Two of my favorite media and First Amendment scholars, Thomas G. Krattenmaker and Lucas A. Powe, once observed that "it has become a trivial ritual to observe that telecommunications technologies and media are converging." But while "convergence" is a buzzword that has been uttered in almost every conversation about technology, communications, and media over the past decade, that doesn't mean the significance of this phenomena should be casually overlooked or ignored by policy makers, business leaders, or consumers. Indeed, technological convergence is set to upend the entire media universe and public policy along with it.

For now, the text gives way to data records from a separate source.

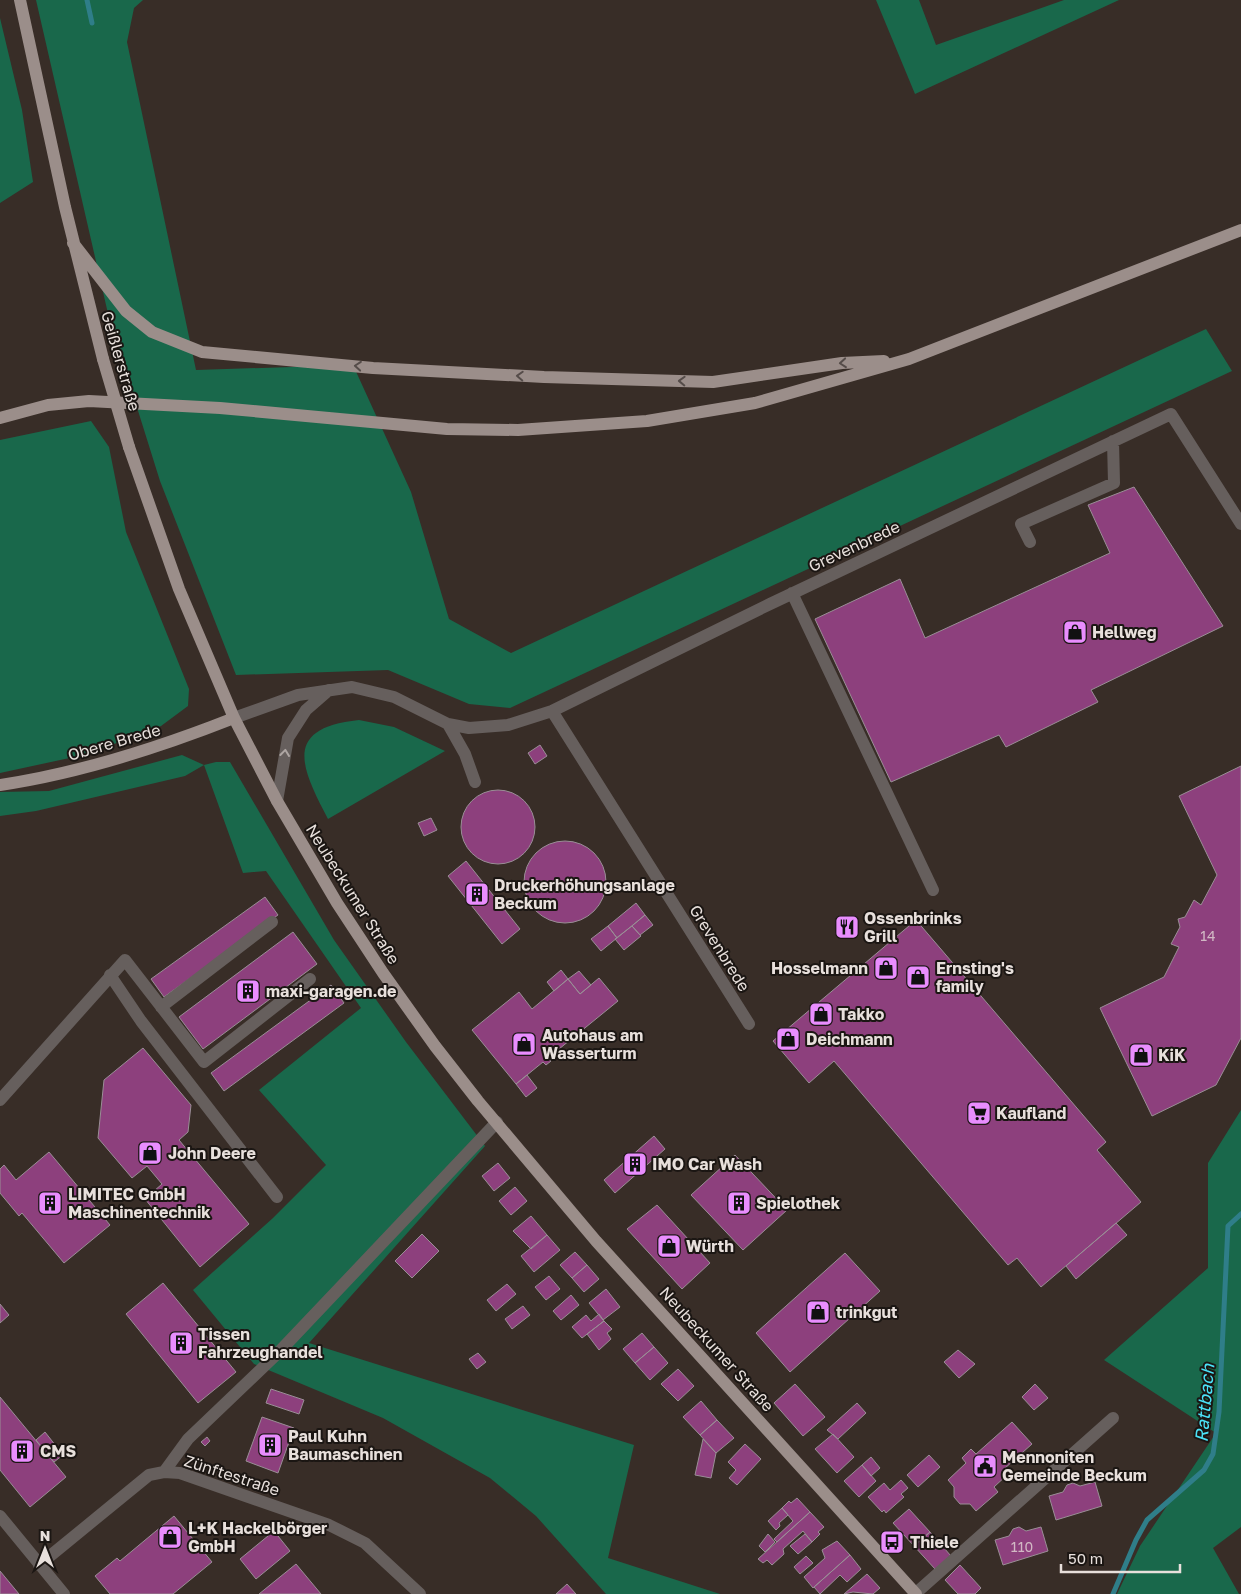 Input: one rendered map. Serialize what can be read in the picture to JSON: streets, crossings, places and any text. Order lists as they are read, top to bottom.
{
  "streets": {
    "main road": ["Geißlerstraße", "Obere Brede", "Neubeckumer Straße"],
    "street": ["Grevenbrede", "Zünftestraße"]
  },
  "crossings": [
    ["Geißlerstraße", "Grevenbrede"],
    ["Geißlerstraße", "Obere Brede"],
    ["Geißlerstraße", "Neubeckumer Straße"],
    ["Grevenbrede", "Obere Brede"],
    ["Grevenbrede", "Neubeckumer Straße"],
    ["Obere Brede", "Neubeckumer Straße"]
  ],
  "water": ["Rattbach"],
  "places": {
    "shop": [
      "Hellweg",
      "Hosselmann",
      "Ernsting's family",
      "Takko",
      "Deichmann",
      "Autohaus am Wasserturm",
      "KiK",
      "John Deere",
      "Würth",
      "trinkgut",
      "L+K Hackelbörger GmbH"
    ],
    "building": [
      "Druckerhöhungsanlage Beckum",
      "maxi-garagen.de",
      "IMO Car Wash",
      "LIMITEC GmbH Maschinentechnik",
      "Spielothek",
      "Tissen Fahrzeughandel",
      "Paul Kuhn Baumaschinen",
      "CMS"
    ],
    "restaurant": ["Ossenbrinks Grill"],
    "supermarket": ["Kaufland"],
    "public building": ["Mennoniten Gemeinde Beckum"],
    "bus stop": ["Thiele"]
  },
  "house_numbers": ["14", "110"],
  "scale_bar": "50 m",
  "north": "top"
} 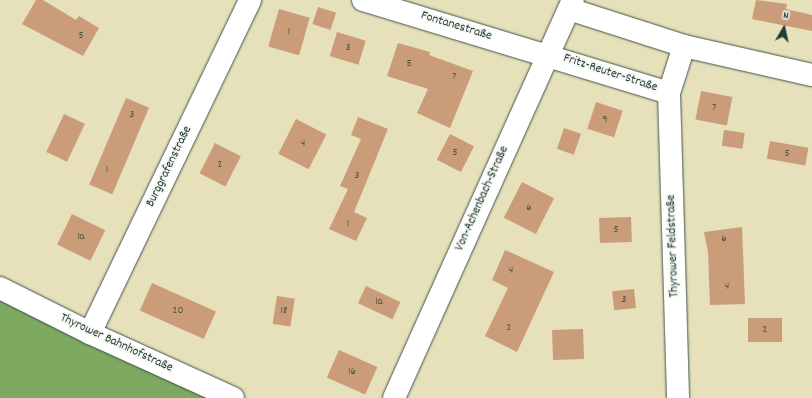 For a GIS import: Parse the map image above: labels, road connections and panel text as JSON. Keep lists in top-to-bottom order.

If you don't believe me, then you need to check out this excellent new report by Deloitte entitled Digital Convergence: The Trillion Dollar Challenge. The Deloitte report notes that "increasingly substance is displacing the hype" about convergence. They cite numerous examples of how convergence is at work--and with a vengeance--in the technology, media and telecommunications (TMT) sectors.
Rapid convergence for TMT is being driven, they argue, by three underlying trends:
(1) The Proliferation of Digital Data: The general digitization of all information and content in our new economy;
(2) Widespread Connectivity: The tying together of previously diverse information, networks, devices, organizations, and communities; and,
(3) Technological Advance: The unrelenting pace of technological change and innovation--most notably embodied in Moore's Law--which continues to make everything in the Digital Economy faster, cheaper, smaller and more energy effiecient.
These convergence factors, the report goes on to argue, can be expected to "create new product categories, new markets, and in some cases even change the structure of existing industries--shifting the balance of power and altering the basis of competition. Some companies will win; some will lose; and some will stand idle as the best opportunities pass them by."
Traditional media and communications companies... are you listening?